I’m going to say I don’t believe any living physician has witnessed something like this. I am old enough that as a young physician I was training at the height of the AIDS epidemic. AIDS killed a lot of people over many, many years, but it never killed so many, so fast.
I think young clinicians coming up today will be shaped for the rest of their lives. They have seen so much death. They are really traumatized by trying to save people, trying to do resuscitation on people who are failing and losing. Some people do get better and get out and that’s great. We’ve definitely discharging people home to heal. But I think the amount of death, and the speed with which this illness has attacked our global population is just unprecedented.
Any other advice for people other than talk to your loved ones?
Stay safe.
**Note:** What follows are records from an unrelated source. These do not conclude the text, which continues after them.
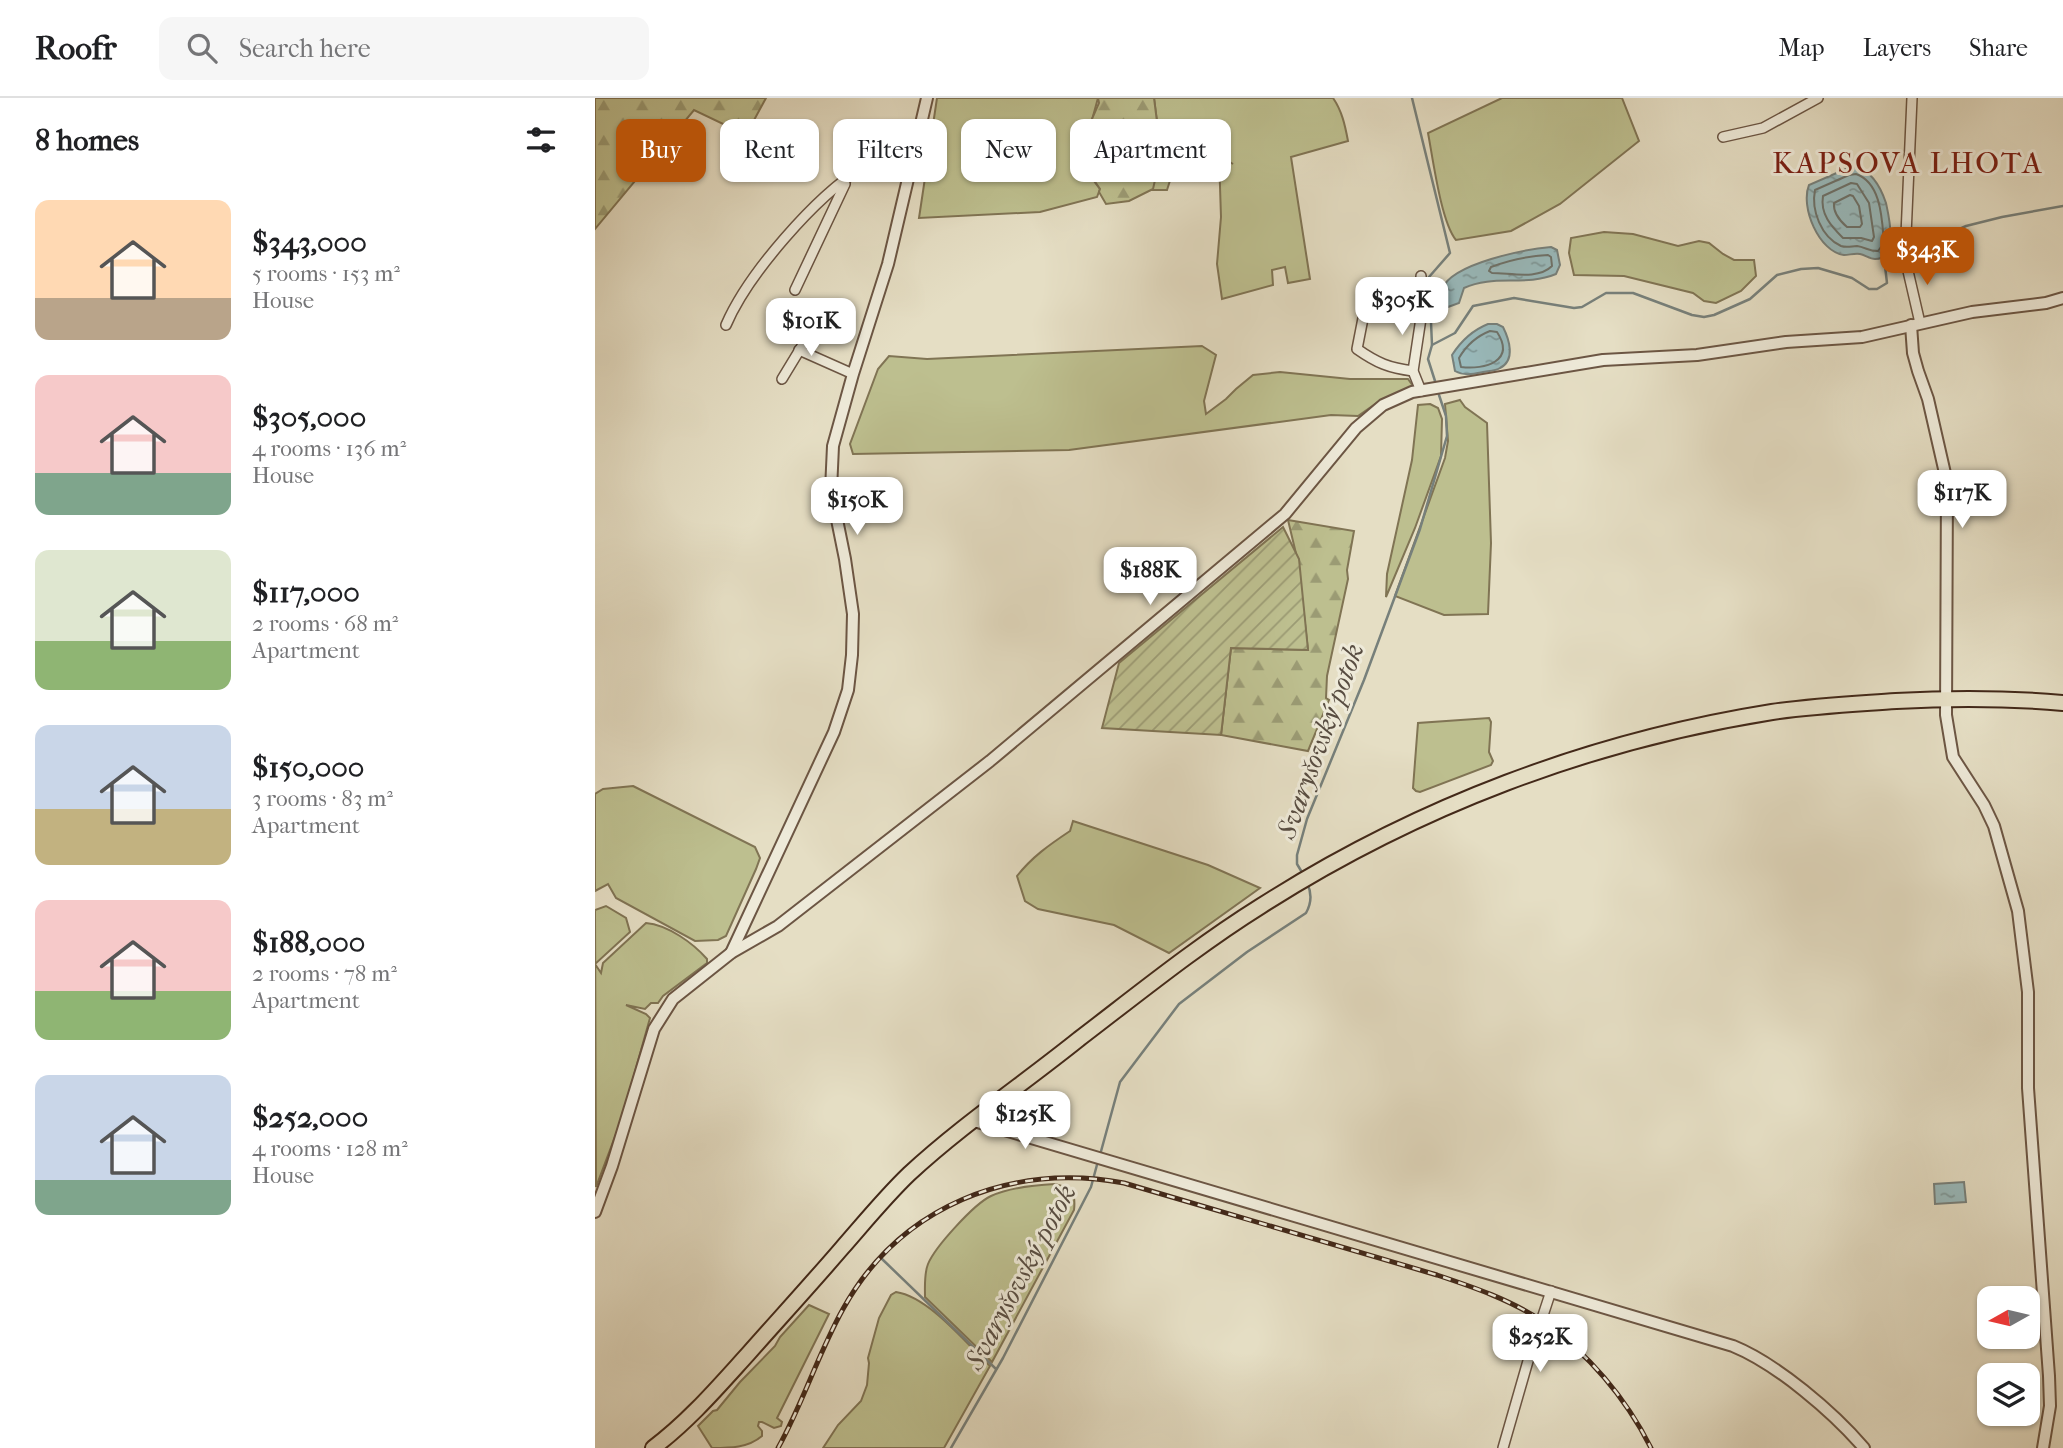 <!DOCTYPE html>
<meta charset="utf-8">
<style>
body{margin:0;font-family:"IM FELL French Canon",serif;background:#f6f6f6;color:#202124;height:100vh;display:flex;flex-direction:column;font-size:26px;white-space:nowrap}
*{box-sizing:border-box;margin:0}
p{font-size:23px;color:#757577}
.icon{flex:none;width:38px;height:38px;fill:none;stroke:currentColor;stroke-width:2;stroke-linecap:round;stroke-linejoin:round}
.map{position:relative;flex:1;overflow:hidden}
.sheet{display:flex;flex-direction:column;background:#fff;width:595px}
.sheet>*{flex:none}
.hud{position:absolute;left:21px;top:21px;width:665px;height:63px;display:flex;gap:14px}
.needle{width:46px;rotate:262deg}
.tools{position:absolute;left:1382px;top:1188px;display:grid;gap:14px}
.tools a{display:grid;place-items:center;width:63px;height:63px;border-radius:14px;background:#fff;box-shadow:0 2px 5px #0004;font-size:35px}
.price{position:absolute;translate:-50% -60px;padding:0 16px;border-radius:14px;background:#fff;color:#222;font-size:23px;line-height:46px;filter:drop-shadow(0 2px 4px #0008)}
.price::after{content:'';position:absolute;left:50%;top:42px;width:21px;height:16px;margin-left:-10px;background:inherit;clip-path:polygon(0 0,100% 0,50% 100%)}
.price.on{background:#b45309;color:#fff}
ul{padding:0;list-style:none}
li{display:flex;align-items:center;gap:21px;height:175px;padding:0 35px}
li span{display:grid;place-items:center;flex:none;width:196px;height:140px;border-radius:14px;color:#555}
li>.icon{margin-inline-start:auto}
span .icon{width:84px;height:84px;fill:#fffc;stroke-width:1}
li b{font-size:30px}
h2{display:flex;justify-content:space-between;align-items:center;height:84px;padding:0 35px;font-size:30px}
.tag{padding:0 24px;border-radius:14px;background:#fff;box-shadow:0 2px 5px #0004;font-size:24px;line-height:63px}
.tag.on{background:#b45309;color:#fff}
header{display:flex;align-items:center;gap:42px;box-sizing:border-box;height:98px;padding:0 35px;background:#fff;border-bottom:2px solid #e0e0e0}
header strong{font-size:33px}
nav{display:flex;gap:38px;margin-inline-start:auto;font-size:24px}
.search{width:490px;height:63px;background:#f6f6f6;display:flex;align-items:center;gap:18px;box-sizing:border-box;padding:0 24px;border-radius:14px;color:#757577;font-size:26px}
main{display:flex;flex:1;min-height:0}
.map>svg:first-child{display:block}
</style>
<header>
<strong>Roofr</strong>
<div class="search"><svg class="icon" aria-label="search" viewBox="0 0 24 24"><circle cx="10" cy="10" r="6"/><path d="M15 15l6 6"/></svg>Search here</div>
<nav><a>Map</a><a>Layers</a><a>Share</a></nav>
</header>
<main>
<section class="sheet">
<h2>8 homes<svg class="icon" aria-label="filters" viewBox="0 0 24 24"><path d="M4 7h16M4 17h16"/><circle cx="9" cy="7" r="2"/><circle cx="15" cy="17" r="2"/></svg></h2>
<ul>
<li><span style="background:linear-gradient(#ffd9b3 70%,#b9a48a 0)"><svg class="icon" aria-label="home" viewBox="0 0 24 24"><path d="M3 11l9-7 9 7M6 9v11h12V9"/></svg></span><div><b>$343,000</b><p>5 rooms · 153 m²</p><p>House</p></div></li>
<li><span style="background:linear-gradient(#f6c9c9 70%,#7fa58c 0)"><svg class="icon" aria-label="home" viewBox="0 0 24 24"><path d="M3 11l9-7 9 7M6 9v11h12V9"/></svg></span><div><b>$305,000</b><p>4 rooms · 136 m²</p><p>House</p></div></li>
<li><span style="background:linear-gradient(#dfe7d0 65%,#8fb573 0)"><svg class="icon" aria-label="home" viewBox="0 0 24 24"><path d="M3 11l9-7 9 7M6 9v11h12V9"/></svg></span><div><b>$117,000</b><p>2 rooms · 68 m²</p><p>Apartment</p></div></li>
<li><span style="background:linear-gradient(#c9d6e8 60%,#c2b280 0)"><svg class="icon" aria-label="home" viewBox="0 0 24 24"><path d="M3 11l9-7 9 7M6 9v11h12V9"/></svg></span><div><b>$150,000</b><p>3 rooms · 83 m²</p><p>Apartment</p></div></li>
<li><span style="background:linear-gradient(#f6c9c9 65%,#8fb573 0)"><svg class="icon" aria-label="home" viewBox="0 0 24 24"><path d="M3 11l9-7 9 7M6 9v11h12V9"/></svg></span><div><b>$188,000</b><p>2 rooms · 78 m²</p><p>Apartment</p></div></li>
<li><span style="background:linear-gradient(#c9d6e8 75%,#7fa58c 0)"><svg class="icon" aria-label="home" viewBox="0 0 24 24"><path d="M3 11l9-7 9 7M6 9v11h12V9"/></svg></span><div><b>$252,000</b><p>4 rooms · 128 m²</p><p>House</p></div></li>
</ul>
</section>
<div class="map">
<svg width="1468" height="1350" viewBox="0 0 1468 1350">
<defs>
<pattern id="forest-firs" width="22" height="20" patternUnits="userSpaceOnUse" patternTransform="scale(1.75)"><rect width="22" height="20" fill="#bdbf8f"/><path d="M5 1l3.5 6h-7zM16 11l3.5 6h-7z" fill="#9b9b74"/></pattern>
<pattern id="garden-furrows" width="10" height="10" patternUnits="userSpaceOnUse" patternTransform="scale(1.75)"><rect width="10" height="10" fill="#bdbf8f"/><path d="M-1 1l2-2M0 10L10 0M9 11l2-2" fill="none" stroke="#9b9b74"/></pattern>
<pattern id="water-ripples" width="26" height="14" patternUnits="userSpaceOnUse" patternTransform="scale(1.75)"><rect width="26" height="14" fill="#99babc"/><path d="M2 4q2-2 4 0t4 0M15 11q2-2 4 0t4 0" fill="none" stroke="#7e9798"/></pattern>
</defs>
<rect width="100%" height="100%" fill="#e5dec4"/>
<filter id="stains"><feTurbulence type="fractalNoise" baseFrequency=".00286" numOctaves="4"/><feColorMatrix values="0 0 0 0 .2 0 0 0 0 .09 0 0 0 0 .02 0 0 0 .5 -.17"/></filter>
<radialGradient id="worn" r=".72"><stop offset=".6" stop-color="#630" stop-opacity="0"/><stop offset="1" stop-color="#630" stop-opacity=".3"/></radialGradient>
<!-- green -->
<g fill="#bdbf8f" stroke="#807454" stroke-width="2">
<polygon points="342,0 503,0 497,22 487,44 490,71 505,91 502,99 445,114 324,120"/>
<path d="M559,0h179c9,13 12,27 15,43l-57,16 19,122 -22,4 -3,-16 -13,3 1,15 -51,14 -5,-35 4,-47 -2,-61 14,8 -39,-25 -11,1 -16,50h-15l9,-38z"/>
<path d="M907,0h120l17,43 -79,63 -49,27 -55,9c-15,-18 -23,-81 -28,-107z"/>
<polygon points="1009,134 1038,136 1083,148 1104,143 1114,145 1128,156 1139,162 1159,162 1161,178 1146,193 1121,205 1109,203 1098,195 1029,178 979,177 974,155 976,140"/>
<polygon points="607,248 621,257 609,303 611,316 631,301 641,291 658,277 685,274 755,281 813,281 818,288 783,304 763,318 736,317 474,352 258,356 255,346 283,271 294,258 332,261"/>
<polygon points="865,302 870,309 892,325 896,445 893,516 849,517 800,498 850,360 853,343 850,306"/>
<polygon points="835,306 843,310 847,321 846,358 820,430 791,499 792,476 817,362 823,307"/>
<polygon points="894,620 896,624 894,654 898,663 896,667 825,694 821,693 818,690 823,625"/>
<polygon points="38,688 160,749 165,760 161,771 131,838 123,842 100,843 21,800 13,786 0,793 0,696 8,691"/>
<path d="M478,723l135,44 52,23 -91,65 -55,-28 -76,-16 -13,-8 -8,-25c15,-19 32,-31 53,-45z"/>
<path d="M11,808l20,12 4,14 -35,32 6,9 2,-10 43,-40c22,2 47,20 61,36v4l-44,33 -5,7h-7l-6,6 -19,-4 20,9 4,4 -28,100 -26,69 -1,-277z"/>
<path d="M460,1086c17,4 21,9 19,26l-82,152 -67,-65c0,-11 -1,-23 3,-33 7,-17 46,-60 63,-68 20,-9 43,-11 64,-12z"/>
<path d="M301,1194c33,5 70,51 94,74l-46,82h-121l15,-23 23,-24 6,-16 2,-22 -1,-5 11,-40 12,-23z"/>
<path d="M214,1207l20,9 -52,104 5,4 -1,4 -7,2 -12,-6h-3l-1,4 4,5v5c-14,12 -32,12 -50,12l-14,-22 15,-15 4,-1 23,-28 35,-36 5,-9z"/>
</g>
<!-- forest -->
<g fill="url(#forest-firs)" stroke="#807454" stroke-width="2">
<polygon points="0,0 171,0 151,37 99,12 0,131"/>
<polygon points="503,0 559,0 566,56 558,91 534,103 511,106 504,94 505,91 496,78 492,63 493,30 504,5"/>
<polygon points="693,422 759,433 752,472 753,481 732,578 731,600 734,602 713,653 626,637 636,550 713,552 703,464"/>
</g>
<!-- garden -->
<polygon fill="url(#garden-furrows)" stroke="#807454" stroke-width="2" points="688,429 704,461 713,552 636,550 626,637 507,630 524,565"/>
<!-- water -->
<g fill="url(#water-ripples)" stroke="#77807b" stroke-width="2">
<path d="M1262,69c15,5 24,21 29,36 3,14 13,56 -11,56 -5,0 -10,-4 -15,-5 -5,-1 -11,1 -16,1 -25,-3 -44,-48 -35,-70l39,-17z"/>
<path d="M956,149l6,3 3,15 -4,9c-32,13 -62,0 -92,14l-5,15 -11,4 -7,-7c0,-4 0,-7 1,-11 10,-26 85,-40 109,-42z"/>
<path d="M893,226h9l6,3c6,12 13,33 -3,41 -4,3 -12,3 -17,4 -10,2 -19,4 -28,-1l-3,-16c9,-14 21,-25 36,-31z"/>
<polygon points="1369,1084 1371,1104 1340,1106 1339,1086"/>
</g>
<g fill="none" stroke-linecap="round" stroke-linejoin="round">
<!-- shore -->
<g stroke="#6e726a" stroke-width="2">
<path d="M1261,76c26,9 26,47 28,69l-6,8c-7,1 -13,-4 -21,-5 -5,0 -10,2 -16,0 -20,-9 -30,-36 -26,-56l34,-15z"/>
<path d="M1256,85l6,1 12,19 5,34 -2,4 -11,-3h-18c-12,-12 -23,-24 -20,-42z"/>
<path d="M1255,97l3,1 6,10 3,18 -2,3h-13c-7,-6 -14,-14 -13,-24z"/>
<path d="M953,157l3,2 1,9c-14,14 -41,7 -60,7l-3,-2 2,-4c18,-7 38,-11 57,-12z"/>
<path d="M895,233l7,1c19,29 -12,38 -36,35l-2,-9c7,-12 18,-22 31,-27z"/>
</g>
<!-- stream -->
<g stroke="#77807b" stroke-width="2.5">
<polyline points="817,0 855,155 834,179 837,247"/>
<polyline points="840,283 833,261 837,247 860,235 878,208 919,200 979,210 987,209 1011,195 1038,195 1097,217 1109,219 1119,217 1155,201 1182,177 1206,171 1223,170 1257,180 1274,191 1282,191 1292,185 1290,168 1294,164 1371,128 1407,119 1468,108"/>
<polyline points="708,776 702,766 702,757 712,721 769,582 825,431 852,338 851,318 844,297"/>
<path d="M505,1057l20,-73 59,-78 68,-52 59,-39c5,-9 6,-20 1,-30"/>
<polyline points="286,1160 401,1271"/>
<polyline points="356,1350 408,1260 496,1089 503,1063"/>
</g>
<defs>
<g id="minor">
<polyline points="1317,0 1310,160 1325,225"/>
<polyline points="1128,39 1168,30 1223,0"/>
<polyline points="826,178 828,207 818,273 826,293"/>
<polyline points="200,192 250,86"/>
<path d="M771,205l-9,46c20,14 32,19 56,22"/>
<path d="M131,227c22,-51 89,-128 137,-158 14,-8 35,-14 51,-15"/>
<polyline points="204,252 258,276"/>
<polyline points="187,281 221,225"/>
<polyline points="908,1350 933,1263 956,1193"/>
</g>
<g id="tertiary">
<polyline points="1316,227 1318,255 1323,273 1333,301 1352,384 1351,617 1358,659 1389,707 1399,728 1423,813 1433,894 1433,990 1454,1278 1455,1308 1448,1350"/>
<polyline points="136,855 239,634 253,592 257,557 258,516 250,461 236,392 238,348 258,276 293,166 332,0"/>
<path d="M379,1023l759,225c44,18 100,66 131,102"/>
<polyline points="0,1114 17,1068 59,931 78,901 136,855 183,828 395,663 690,416 761,330 788,307 817,294 1008,262 1102,257 1191,244 1267,239 1377,214 1451,205 1468,200"/>
</g>
<path id="primary" d="M58,1350c36,-27 65,-61 95,-94 31,-35 63,-70 94,-106 22,-25 43,-51 67,-74 53,-49 114,-90 170,-135 59,-45 118,-93 182,-133 155,-99 329,-165 511,-194 41,-6 83,-8 124,-11 56,-3 111,-3 167,2"/>
</defs>
<!-- minor casing -->
<use href="#minor" stroke="#6c5644" stroke-width="12"/>
<!-- tertiary casing -->
<use href="#tertiary" stroke="#6c5644" stroke-width="14"/>
<!-- primary casing -->
<use href="#primary" stroke="#432919" stroke-width="18"/>
<!-- minor -->
<use href="#minor" stroke="#eeead9" stroke-width="9"/>
<!-- tertiary -->
<use href="#tertiary" stroke="#eeead9" stroke-width="10"/>
<!-- primary -->
<use href="#primary" stroke="#e5dec4" stroke-width="14"/>
<defs>
<path id="rail" d="M183,1350c25,-45 40,-94 65,-139 57,-103 168,-147 281,-126l313,92c36,12 74,25 105,46 46,32 84,77 109,127"/>
</defs>
<!-- rail casing -->
<use href="#rail" stroke="#432919" stroke-width="5"/>
<!-- rail -->
<use href="#rail" stroke="#eeead9" stroke-width="2.5" stroke-dasharray="8" stroke-linecap="butt"/>
</g>
<g text-anchor="middle" dominant-baseline="central" stroke-width="6" stroke-linejoin="round" paint-order="stroke">
<!-- water labels -->
<g font-size="28" font-style="italic" fill="#584d42" stroke="#eeead9">
<text transform="translate(725 643) rotate(-70)">Svaryšovský potok</text>
<text transform="translate(425 1179) rotate(-62)">Svaryšovský potok</text>
</g>
<!-- quarter labels -->
<g font-size="30" letter-spacing="2" fill="#7a1f14" stroke="#eeead9">
<text x="1313" y="65">KAPSOVA LHOTA</text>
</g>
</g>
<rect width="100%" height="100%" filter="url(#stains)"/>
<rect width="100%" height="100%" fill="url(#worn)"/>
</svg>
<div class="tools">
<a><svg class="needle" viewBox="-14 -14 28 28"><path d="M0-13l5 13h-10z" fill="#e53935"/><path d="M0 13l5-13h-10z" fill="#757577"/></svg></a>
<a><svg class="icon" aria-label="layers" viewBox="0 0 24 24"><path d="M12 4l9 5-9 5-9-5zM3 14l9 5 9-5"/></svg></a>
</div>
<b class="price on" style="left:1332px;top:189px">$343K</b>
<b class="price" style="left:807px;top:239px">$305K</b>
<b class="price" style="left:216px;top:260px">$101K</b>
<b class="price" style="left:1367px;top:432px">$117K</b>
<b class="price" style="left:262px;top:439px">$150K</b>
<b class="price" style="left:555px;top:509px">$188K</b>
<b class="price" style="left:430px;top:1053px">$125K</b>
<b class="price" style="left:945px;top:1276px">$252K</b>
<div class="hud">
<a class="tag on">Buy</a>
<a class="tag">Rent</a>
<a class="tag">Filters</a>
<a class="tag">New</a>
<a class="tag">Apartment</a>
</div>
</div>
</main>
I think the best thing you can do is stay out of the hospital and take social distancing as seriously as you possibly can.
When people are frightened, there’s a tendency to sort of blame other people. I would love for people to avoid that. Everybody needs help and support. The incidents against Chinese people and Asian populations need to stop. Everybody needs support. Right now we are all up against the gun. I’d love to see more acts of kindness and support.
This interview was edited and condensed.